Шрифт:
— Ну что ж, поскольку искать родственные связи между тобой и Курагиной смысла нет, головами вы оба не скорбны, принуждения не усматривается, будем считать, что обыск я произвел (2). Одно мне объясни: зачем такая спешка?
— Присядем? — предложил я.
Мы уселись у моего стола, не разделенные столешницей, а рядом, колено к колену.

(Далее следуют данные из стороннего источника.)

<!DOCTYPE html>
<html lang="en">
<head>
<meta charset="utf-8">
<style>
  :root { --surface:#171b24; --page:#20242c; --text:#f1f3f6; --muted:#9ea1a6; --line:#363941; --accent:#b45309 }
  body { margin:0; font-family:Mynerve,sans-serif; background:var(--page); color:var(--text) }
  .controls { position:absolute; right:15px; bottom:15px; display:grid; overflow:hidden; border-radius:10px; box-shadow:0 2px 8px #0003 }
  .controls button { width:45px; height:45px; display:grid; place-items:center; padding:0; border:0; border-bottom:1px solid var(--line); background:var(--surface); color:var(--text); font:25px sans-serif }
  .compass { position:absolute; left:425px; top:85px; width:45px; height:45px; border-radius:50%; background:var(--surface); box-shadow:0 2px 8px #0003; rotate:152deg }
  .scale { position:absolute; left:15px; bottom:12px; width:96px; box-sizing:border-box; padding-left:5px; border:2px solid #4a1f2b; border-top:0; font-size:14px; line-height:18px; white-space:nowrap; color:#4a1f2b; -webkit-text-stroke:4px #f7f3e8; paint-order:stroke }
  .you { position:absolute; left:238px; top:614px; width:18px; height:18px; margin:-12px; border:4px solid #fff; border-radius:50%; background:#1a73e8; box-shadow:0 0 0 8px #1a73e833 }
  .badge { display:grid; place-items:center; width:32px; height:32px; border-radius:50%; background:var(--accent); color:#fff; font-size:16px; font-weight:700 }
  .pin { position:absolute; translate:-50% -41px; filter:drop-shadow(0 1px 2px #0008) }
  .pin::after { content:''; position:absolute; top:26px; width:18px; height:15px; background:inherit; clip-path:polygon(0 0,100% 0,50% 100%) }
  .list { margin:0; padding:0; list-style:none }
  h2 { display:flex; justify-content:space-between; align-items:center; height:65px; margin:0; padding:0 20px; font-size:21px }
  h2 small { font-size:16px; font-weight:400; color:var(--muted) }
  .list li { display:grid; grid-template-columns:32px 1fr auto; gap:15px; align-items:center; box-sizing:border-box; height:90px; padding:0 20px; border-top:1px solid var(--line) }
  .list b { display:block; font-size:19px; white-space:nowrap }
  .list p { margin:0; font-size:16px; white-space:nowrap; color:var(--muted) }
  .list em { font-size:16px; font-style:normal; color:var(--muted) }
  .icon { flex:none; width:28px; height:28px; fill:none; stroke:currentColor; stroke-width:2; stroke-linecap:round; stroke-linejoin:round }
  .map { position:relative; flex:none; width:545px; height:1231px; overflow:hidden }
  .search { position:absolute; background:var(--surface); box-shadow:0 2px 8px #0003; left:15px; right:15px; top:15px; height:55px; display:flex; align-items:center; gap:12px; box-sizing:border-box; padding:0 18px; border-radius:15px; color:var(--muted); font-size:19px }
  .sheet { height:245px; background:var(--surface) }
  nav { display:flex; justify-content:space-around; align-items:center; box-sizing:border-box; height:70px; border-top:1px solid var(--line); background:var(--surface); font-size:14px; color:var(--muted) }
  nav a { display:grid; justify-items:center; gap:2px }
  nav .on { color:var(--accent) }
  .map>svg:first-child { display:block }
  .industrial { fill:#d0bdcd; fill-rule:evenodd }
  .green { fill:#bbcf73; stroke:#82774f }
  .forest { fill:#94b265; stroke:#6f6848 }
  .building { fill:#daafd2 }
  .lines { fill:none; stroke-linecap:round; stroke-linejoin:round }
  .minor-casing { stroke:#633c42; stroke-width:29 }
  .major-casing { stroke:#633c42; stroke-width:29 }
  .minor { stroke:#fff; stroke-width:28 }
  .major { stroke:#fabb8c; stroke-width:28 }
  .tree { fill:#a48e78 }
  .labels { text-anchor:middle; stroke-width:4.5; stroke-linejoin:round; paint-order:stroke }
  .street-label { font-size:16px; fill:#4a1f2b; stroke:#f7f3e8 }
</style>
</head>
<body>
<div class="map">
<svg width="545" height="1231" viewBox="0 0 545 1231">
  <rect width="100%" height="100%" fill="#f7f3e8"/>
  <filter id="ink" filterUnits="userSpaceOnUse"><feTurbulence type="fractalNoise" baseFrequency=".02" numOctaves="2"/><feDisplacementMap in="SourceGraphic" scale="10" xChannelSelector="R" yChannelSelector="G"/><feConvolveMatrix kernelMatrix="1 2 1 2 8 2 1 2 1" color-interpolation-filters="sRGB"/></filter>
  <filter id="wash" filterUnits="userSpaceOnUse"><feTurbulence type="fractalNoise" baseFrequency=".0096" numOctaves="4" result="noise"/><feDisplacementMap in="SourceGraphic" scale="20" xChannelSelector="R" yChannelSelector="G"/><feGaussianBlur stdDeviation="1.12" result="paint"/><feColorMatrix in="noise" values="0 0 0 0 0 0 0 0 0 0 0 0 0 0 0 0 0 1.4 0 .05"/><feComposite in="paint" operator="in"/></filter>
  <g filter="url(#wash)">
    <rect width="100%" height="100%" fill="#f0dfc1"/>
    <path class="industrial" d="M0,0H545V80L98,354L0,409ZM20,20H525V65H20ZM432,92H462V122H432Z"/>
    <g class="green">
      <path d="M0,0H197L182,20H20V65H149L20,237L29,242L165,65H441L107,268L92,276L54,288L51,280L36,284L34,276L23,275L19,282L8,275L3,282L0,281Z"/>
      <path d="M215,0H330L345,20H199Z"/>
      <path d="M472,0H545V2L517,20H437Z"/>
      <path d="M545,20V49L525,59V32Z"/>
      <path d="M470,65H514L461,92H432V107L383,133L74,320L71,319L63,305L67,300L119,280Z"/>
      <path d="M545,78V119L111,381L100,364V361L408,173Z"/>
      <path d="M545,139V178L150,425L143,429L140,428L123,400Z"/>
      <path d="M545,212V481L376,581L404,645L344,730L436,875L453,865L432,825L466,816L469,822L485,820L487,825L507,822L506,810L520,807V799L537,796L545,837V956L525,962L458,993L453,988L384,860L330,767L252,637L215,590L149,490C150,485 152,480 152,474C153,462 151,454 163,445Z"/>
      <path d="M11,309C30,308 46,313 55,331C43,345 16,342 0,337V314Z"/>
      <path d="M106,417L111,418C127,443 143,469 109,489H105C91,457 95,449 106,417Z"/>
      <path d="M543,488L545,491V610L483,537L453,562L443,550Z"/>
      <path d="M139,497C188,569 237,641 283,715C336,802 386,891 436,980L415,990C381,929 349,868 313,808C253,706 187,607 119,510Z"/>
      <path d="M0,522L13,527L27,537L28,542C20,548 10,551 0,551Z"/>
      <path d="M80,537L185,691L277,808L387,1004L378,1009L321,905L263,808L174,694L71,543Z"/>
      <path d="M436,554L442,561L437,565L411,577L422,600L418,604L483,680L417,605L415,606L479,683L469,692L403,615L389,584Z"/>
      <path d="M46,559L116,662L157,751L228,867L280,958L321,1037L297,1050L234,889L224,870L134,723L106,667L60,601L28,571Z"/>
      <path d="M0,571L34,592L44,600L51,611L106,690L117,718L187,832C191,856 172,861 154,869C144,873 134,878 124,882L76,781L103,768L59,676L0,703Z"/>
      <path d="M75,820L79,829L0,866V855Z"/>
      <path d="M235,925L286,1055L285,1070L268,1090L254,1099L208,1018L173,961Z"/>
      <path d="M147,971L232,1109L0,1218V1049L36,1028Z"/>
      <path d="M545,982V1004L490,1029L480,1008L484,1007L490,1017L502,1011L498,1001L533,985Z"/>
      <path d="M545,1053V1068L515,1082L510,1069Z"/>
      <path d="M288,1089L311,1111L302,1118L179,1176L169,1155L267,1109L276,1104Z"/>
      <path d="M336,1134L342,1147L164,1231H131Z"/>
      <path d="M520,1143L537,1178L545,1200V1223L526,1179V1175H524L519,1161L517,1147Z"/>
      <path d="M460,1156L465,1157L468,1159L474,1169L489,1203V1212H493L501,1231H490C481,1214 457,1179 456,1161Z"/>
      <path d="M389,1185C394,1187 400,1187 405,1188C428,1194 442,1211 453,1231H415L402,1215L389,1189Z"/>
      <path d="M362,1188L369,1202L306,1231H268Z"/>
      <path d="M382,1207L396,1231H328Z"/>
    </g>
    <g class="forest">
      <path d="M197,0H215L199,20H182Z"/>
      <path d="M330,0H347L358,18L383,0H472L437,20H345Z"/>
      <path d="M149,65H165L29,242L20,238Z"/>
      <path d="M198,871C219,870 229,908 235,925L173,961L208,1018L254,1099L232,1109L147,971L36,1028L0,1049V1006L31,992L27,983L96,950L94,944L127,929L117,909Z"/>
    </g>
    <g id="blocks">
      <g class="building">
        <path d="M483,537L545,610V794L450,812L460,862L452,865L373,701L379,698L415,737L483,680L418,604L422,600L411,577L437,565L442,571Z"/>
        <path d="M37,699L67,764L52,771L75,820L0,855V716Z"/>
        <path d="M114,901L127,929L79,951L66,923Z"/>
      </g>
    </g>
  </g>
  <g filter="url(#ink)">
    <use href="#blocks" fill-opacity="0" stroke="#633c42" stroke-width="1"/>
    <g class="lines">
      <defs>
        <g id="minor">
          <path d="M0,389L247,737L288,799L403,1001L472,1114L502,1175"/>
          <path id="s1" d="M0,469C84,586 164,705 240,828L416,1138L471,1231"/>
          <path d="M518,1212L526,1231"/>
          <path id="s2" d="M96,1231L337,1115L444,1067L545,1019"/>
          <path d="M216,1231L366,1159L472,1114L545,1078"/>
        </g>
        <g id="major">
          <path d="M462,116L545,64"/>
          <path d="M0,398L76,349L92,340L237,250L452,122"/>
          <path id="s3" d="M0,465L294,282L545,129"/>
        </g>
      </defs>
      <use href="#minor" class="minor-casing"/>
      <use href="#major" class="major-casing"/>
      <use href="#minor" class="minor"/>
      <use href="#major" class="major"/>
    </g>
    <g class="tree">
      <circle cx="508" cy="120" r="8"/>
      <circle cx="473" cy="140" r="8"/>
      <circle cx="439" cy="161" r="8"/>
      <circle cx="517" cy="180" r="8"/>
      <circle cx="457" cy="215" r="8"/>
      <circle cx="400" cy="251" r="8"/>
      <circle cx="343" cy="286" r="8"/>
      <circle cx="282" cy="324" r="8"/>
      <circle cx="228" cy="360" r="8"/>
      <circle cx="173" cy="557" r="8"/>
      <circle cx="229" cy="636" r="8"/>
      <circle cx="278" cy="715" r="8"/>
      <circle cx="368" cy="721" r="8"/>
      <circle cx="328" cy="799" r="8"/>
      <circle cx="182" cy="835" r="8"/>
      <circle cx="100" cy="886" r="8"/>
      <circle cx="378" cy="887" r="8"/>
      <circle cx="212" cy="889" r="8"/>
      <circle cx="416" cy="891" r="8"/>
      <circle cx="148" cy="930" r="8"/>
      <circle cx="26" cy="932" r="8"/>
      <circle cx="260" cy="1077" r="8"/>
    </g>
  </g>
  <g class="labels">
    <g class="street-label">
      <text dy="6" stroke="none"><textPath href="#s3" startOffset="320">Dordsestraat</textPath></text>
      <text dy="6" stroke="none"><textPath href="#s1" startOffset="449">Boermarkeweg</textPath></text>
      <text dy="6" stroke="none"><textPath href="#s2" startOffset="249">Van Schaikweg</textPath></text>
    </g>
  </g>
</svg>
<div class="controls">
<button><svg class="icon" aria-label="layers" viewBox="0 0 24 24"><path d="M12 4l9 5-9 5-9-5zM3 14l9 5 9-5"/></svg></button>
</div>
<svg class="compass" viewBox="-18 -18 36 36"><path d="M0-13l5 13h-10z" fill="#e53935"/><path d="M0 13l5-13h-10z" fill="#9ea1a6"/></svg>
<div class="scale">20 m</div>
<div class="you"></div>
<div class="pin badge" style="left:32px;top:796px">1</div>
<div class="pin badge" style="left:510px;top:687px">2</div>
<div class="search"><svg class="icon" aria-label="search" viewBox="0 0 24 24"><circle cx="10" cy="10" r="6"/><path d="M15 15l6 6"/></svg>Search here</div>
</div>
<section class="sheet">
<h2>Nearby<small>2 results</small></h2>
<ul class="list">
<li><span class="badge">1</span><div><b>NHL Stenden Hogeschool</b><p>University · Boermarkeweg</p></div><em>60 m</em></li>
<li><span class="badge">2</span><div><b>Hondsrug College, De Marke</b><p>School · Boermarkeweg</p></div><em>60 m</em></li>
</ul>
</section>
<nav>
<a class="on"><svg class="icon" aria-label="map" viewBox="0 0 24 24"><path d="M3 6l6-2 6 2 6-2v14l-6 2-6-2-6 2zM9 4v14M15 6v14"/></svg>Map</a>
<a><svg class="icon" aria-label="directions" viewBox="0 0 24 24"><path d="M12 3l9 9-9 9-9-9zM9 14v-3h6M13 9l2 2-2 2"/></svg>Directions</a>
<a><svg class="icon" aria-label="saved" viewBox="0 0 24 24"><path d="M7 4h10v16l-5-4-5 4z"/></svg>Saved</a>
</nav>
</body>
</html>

— Давай забудем на время о моем сане и поговорим, как государственные мужи, — предложил Платон. — Зачем хочешь всех шокировать беременной невестой? Еще и наследником объявить ребенка, рожденного через несколько месяцев после свадьбы. Злословие породишь. Вижу два правильных варианта. Или скрыть сейчас беременность царевны и объявить о рождении наследника, когда пройдет хотя бы семь месяцев. Или вообще не спешить — родите в честном браке, все честь по чести.
Я скривился и помотал головой.
— В первом случае выйдет Тришкин кафтан, ртов все равно не заткнешь. А во втором… Бастардом сделать дитя Агаты? Ей и так тяжело… Нет! Все решу царской волей, а будут языки поганые тянуть — Сибирь большая, Лысову на Амуре поселенцы нужны. И все по закону: статью об оскорблении императорской фамилии никто не отменял. Нет у меня времени, отче, у меня война, у меня держава все еще не устроена, губерний все больше и больше, а то ли еще будет!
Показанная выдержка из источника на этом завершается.